By Jake Dziubla
Round Table online editor-in-chief
Lauren Redding stood on top of a parking deck, waiting for a man that she had never met before to drive her to an undisclosed location just so she can get the facts needed for her controversial story. If the identity of this “Deepthroat” is revealed, their job could be in serious jeopardy and Redding could find herself in hot water.
In just two years, Redding went from working on relatively small stories as the style editor for the Round Table, the Middletown High School student newspaper, to her Watergate-like story as a rookie reporter for the University of Maryland student newspaper, the Diamondback, that gained statewide attention.
Beginning as a writer for the style column of the Round Table, the Middletown High School newspaper, Lauren Redding did not take a serious approach to journalism, initially. That all changed when she read a moving novel about a journalist held hostage when in a war zone. This novel was the spark that started the fire. Redding became inspired, to the extent that she now had aspirations to become a journalist. Redding spoke with her adviser, Noah Kady, about her recent change of heart and she became the eventual online editor-in-chief, something unheard of for a rookie journalist.
On Friday Nov. 11,Redding shared her experiences at MHS and at the University of Maryland where she is now the editor-in-chief of the Diamondback, the independent student newspaper.
Redding hit the ground running after speaking with Kady about her new aspirations and began to stand out amongst her fellow classmates.
Redding quickly moved her way up the ranks in the journalism hierarchy and became the online editor-in-chief; a position in which she believed was previously out of her reach. These experiences with Kady, and the journalism class, contributed to her journalism scholarship to theUniversityof Maryland following her senior year. However, her success mostly stems not only from experience and natural ability, but from her drive and “thirst” that comes only from within.
“You have to put everything you have into it. You need to want it,” Redding said.

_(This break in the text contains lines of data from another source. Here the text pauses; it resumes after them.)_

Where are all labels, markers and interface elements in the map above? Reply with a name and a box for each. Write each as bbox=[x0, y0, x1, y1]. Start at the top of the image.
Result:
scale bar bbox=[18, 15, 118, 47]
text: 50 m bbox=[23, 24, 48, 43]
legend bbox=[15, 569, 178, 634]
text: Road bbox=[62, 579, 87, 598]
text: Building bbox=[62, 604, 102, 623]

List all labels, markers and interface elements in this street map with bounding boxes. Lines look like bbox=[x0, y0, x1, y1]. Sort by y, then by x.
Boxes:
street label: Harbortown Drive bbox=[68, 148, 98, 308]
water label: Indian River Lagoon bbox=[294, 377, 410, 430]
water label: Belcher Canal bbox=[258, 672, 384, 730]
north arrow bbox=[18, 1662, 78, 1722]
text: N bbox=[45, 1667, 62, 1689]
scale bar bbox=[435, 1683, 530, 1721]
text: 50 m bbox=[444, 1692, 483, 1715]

This fearlessness and determination is needed for her laborious editorial job at the Universityof Maryland that she earned after an internship with the Frederick News Post. As an editor, she may go days without eating, sleep in her office, and brave the elements just to follow local action and facilitate the paper. In the “sink or swim” atmosphere that accompanied Redding’s new position, she quickly learned the ropes and added new journalistic knowledge to her basic experience.
Redding has had writing appear in the McClathy Tribune, a wire service that appears in newspapers across the country. She has an interest in health-based journalism and hopes to eventually become a health journalist. She is currently studying at the University of Maryland where she maintains her position as the editor-in-chief of the Diamondback.